From: Scott Morris (SMorris@xxxxxxxxxxxxx)
Date: Mon Nov 29 1999 - 10:09:41 GMT-3
You always need to have network statements within a routing protocol...
That shouldn't be odd.
Scott
-----Original Message-----
From: Stanislav Sinyagin [mailto:SSinyagin@mtu.ru]
Sent: Monday, November 29, 1999 3:36 AM
To: Scott Morris; 'Manjeet Chawla'
Cc: ccielab@groupstudy.com
Subject: Re: BGP Filter list
Guys, I'll tell you what I encountered on the lab (IOS 11.2) and repeated it
in my tesrtbed (IOS 12.0, the simptoms are the same).
R1 --- R2 --- R3
AS10 AS10 AS20
R1 and R2 run IBGP, R2 and R3 run EBGP. All routers belong to
Confederation 100. All routers know each other via OSPF.
R1 has loopback 192.192.2.2/32 and annpounces it via BGP.
R2 sees it OK, but R3 does not. All the routers were configured first
for OSPF, then for BGP. No filters.
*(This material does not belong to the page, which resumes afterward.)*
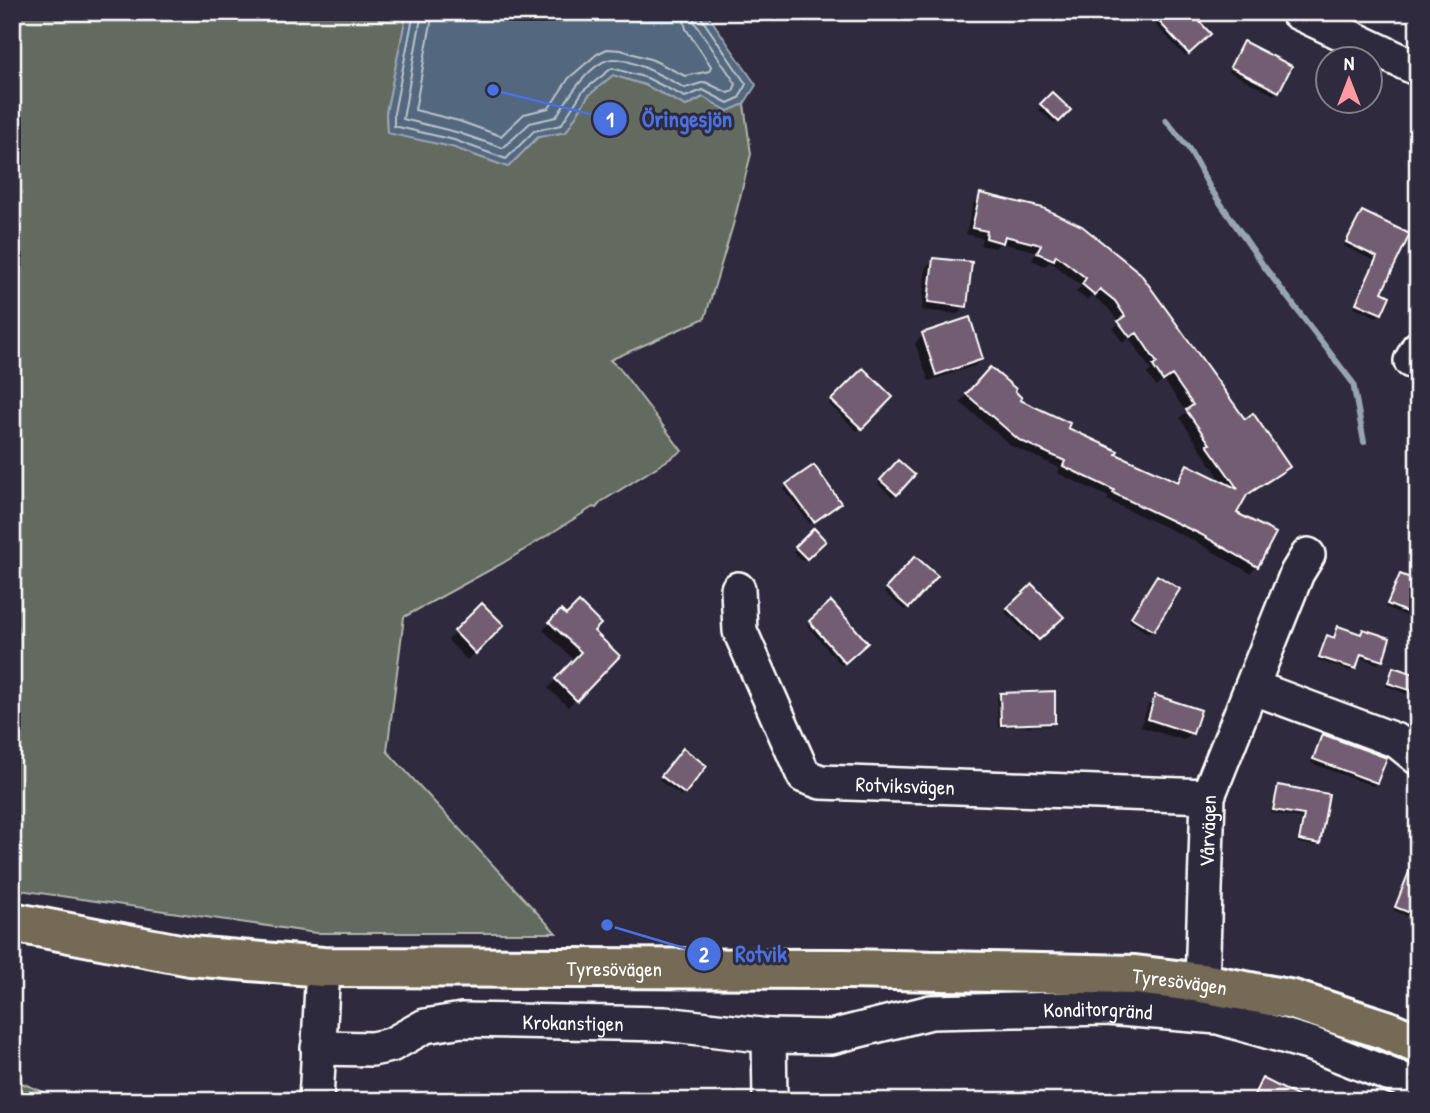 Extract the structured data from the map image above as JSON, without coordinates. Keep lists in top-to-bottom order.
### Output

On R2, sh ... advertised-routes
shows that it doesn't advertise anything to R3.
The problem was solved by putting on R2 the line
network 192.192.2.2 mask 255.255.255.255
though by all rules this line is odd.
At home, I configured it, and the reaction was the same.
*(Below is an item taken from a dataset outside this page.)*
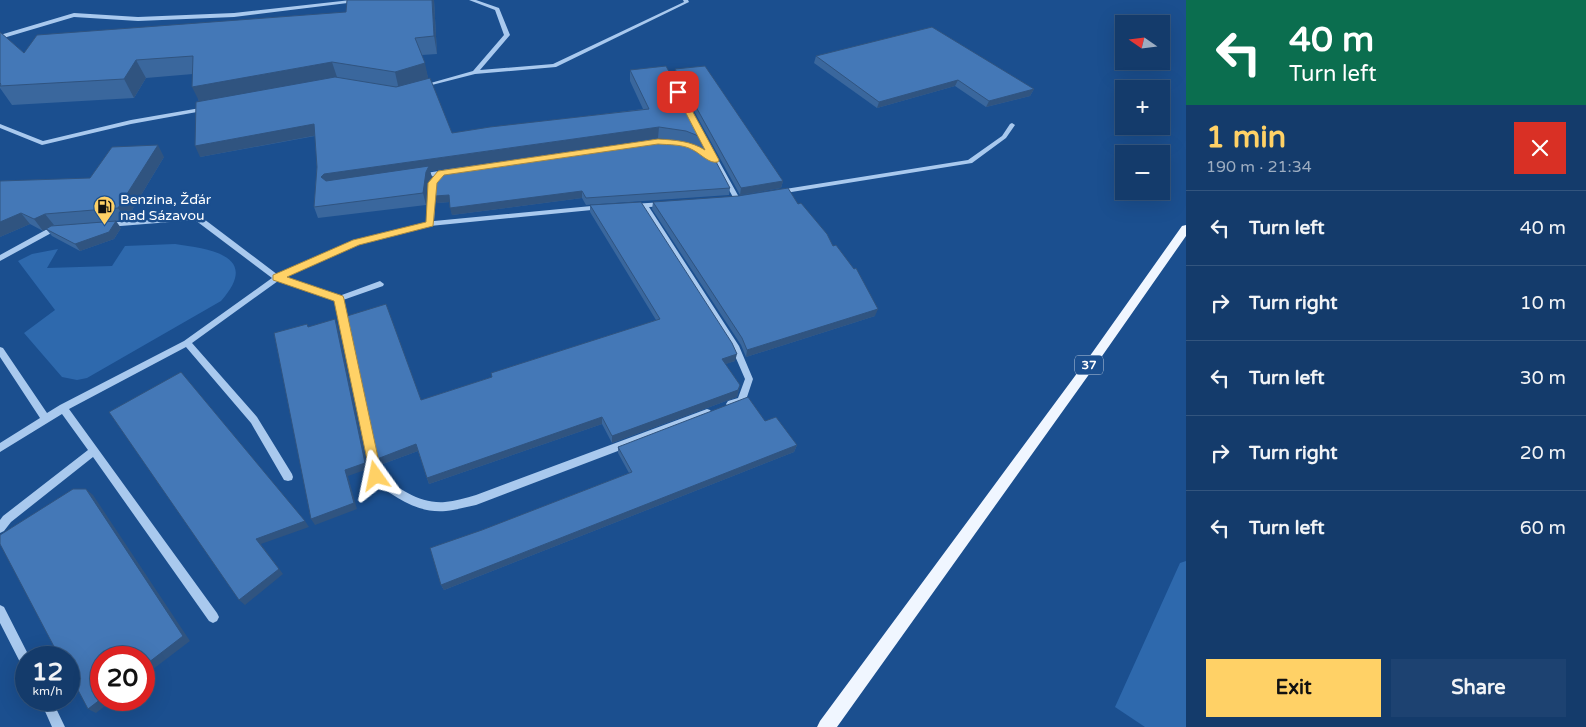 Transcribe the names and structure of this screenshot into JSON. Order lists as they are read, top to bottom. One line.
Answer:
{"streets":{"main road":["37"]},"places":{"fuel station":["Benzina, Žďár nad Sázavou"]},"north":"left","page":{"turn":["40 m","Turn left"],"map_buttons":["+","−"],"heading":["1 min","190 m · 21:34"],"list":[{"name":"Turn left","value":"40 m"},{"name":"Turn right","value":"10 m"},{"name":"Turn left","value":"30 m"},{"name":"Turn right","value":"20 m"},{"name":"Turn left","value":"60 m"}],"speed":"12 km/h","limit":"20","buttons":["Exit","Share"]}} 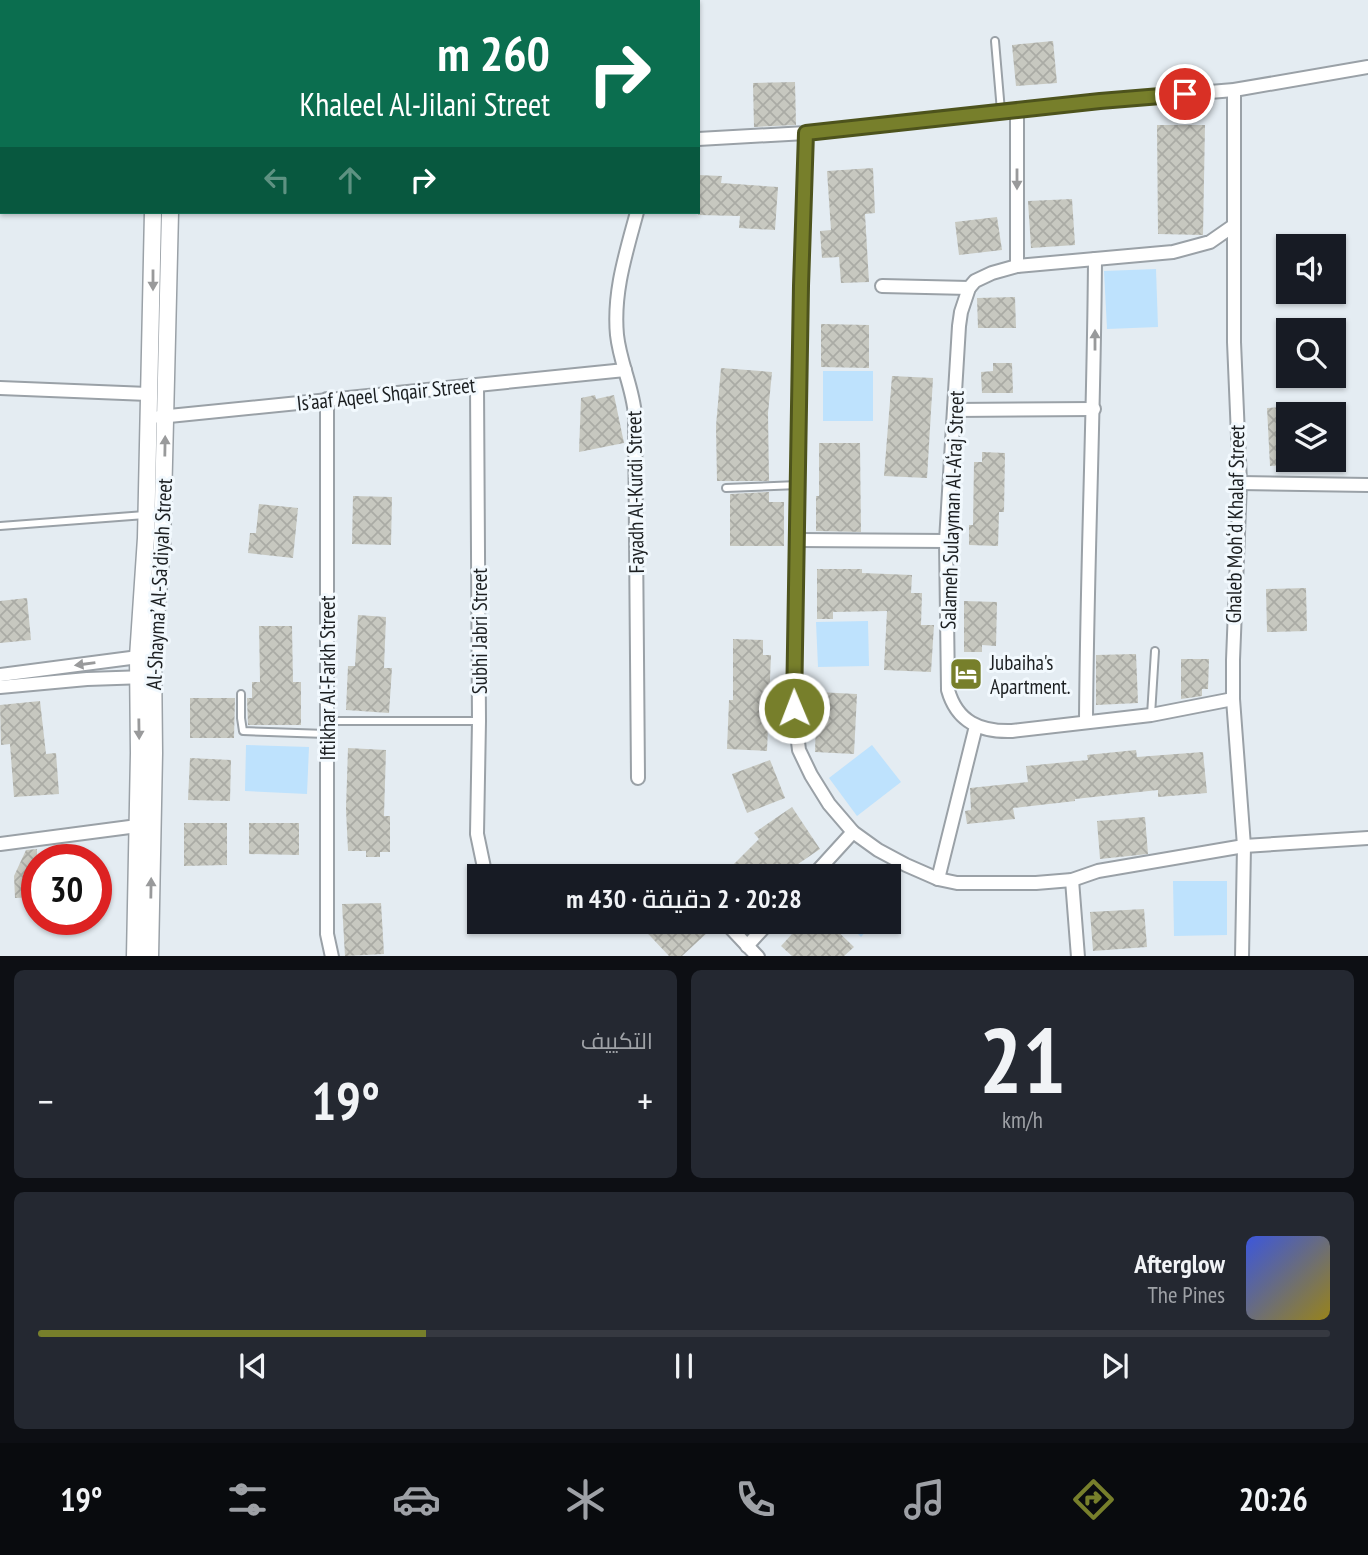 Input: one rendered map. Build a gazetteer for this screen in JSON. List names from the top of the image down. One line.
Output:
{"streets":{"street":["Is’aaf Aqeel Shqair Street","Fayadh Al-Kurdi Street","Salameh Sulayman Al-A‘raj Street","Ghaleb Moh‘d Khalaf Street","Al-Shayma’ Al-Sa’diyah Street","Subhi Jabri Street","Iftikhar Al-Farkh Street"]},"crossings":[["Is’aaf Aqeel Shqair Street","Fayadh Al-Kurdi Street"],["Is’aaf Aqeel Shqair Street","Al-Shayma’ Al-Sa’diyah Street"],["Is’aaf Aqeel Shqair Street","Subhi Jabri Street"],["Is’aaf Aqeel Shqair Street","Iftikhar Al-Farkh Street"]],"places":{"hotel":["Jubaiha's Apartment."]},"page":{"turn":["260 m","Khaleel Al-Jilani Street"],"limit":"30","trip":"20:28 · 2 دقيقة · 430 m","tile":[["21","km/h"],"التكييف"],"heat":["−","19°","+"],"song":["Afterglow","The Pines"],"tabs":["20:26","19°"]}}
After I reloaded R2, all went good.
Stan
----- Original Message -----
From: Scott Morris <SMorris@tele-tech.com>
To: 'Manjeet Chawla' <mchawla@asanet.com>; Scott Morris
<SMorris@tele-tech.com>
Cc: <ccielab@groupstudy.com>
Sent: Monday, November 29, 1999 03:18
Subject: RE: BGP Filter list
> Hmm... Go figure. Well, on the other hand, sometimes reloading is the
> only solution. It solves some amazing problems "just because" (grin).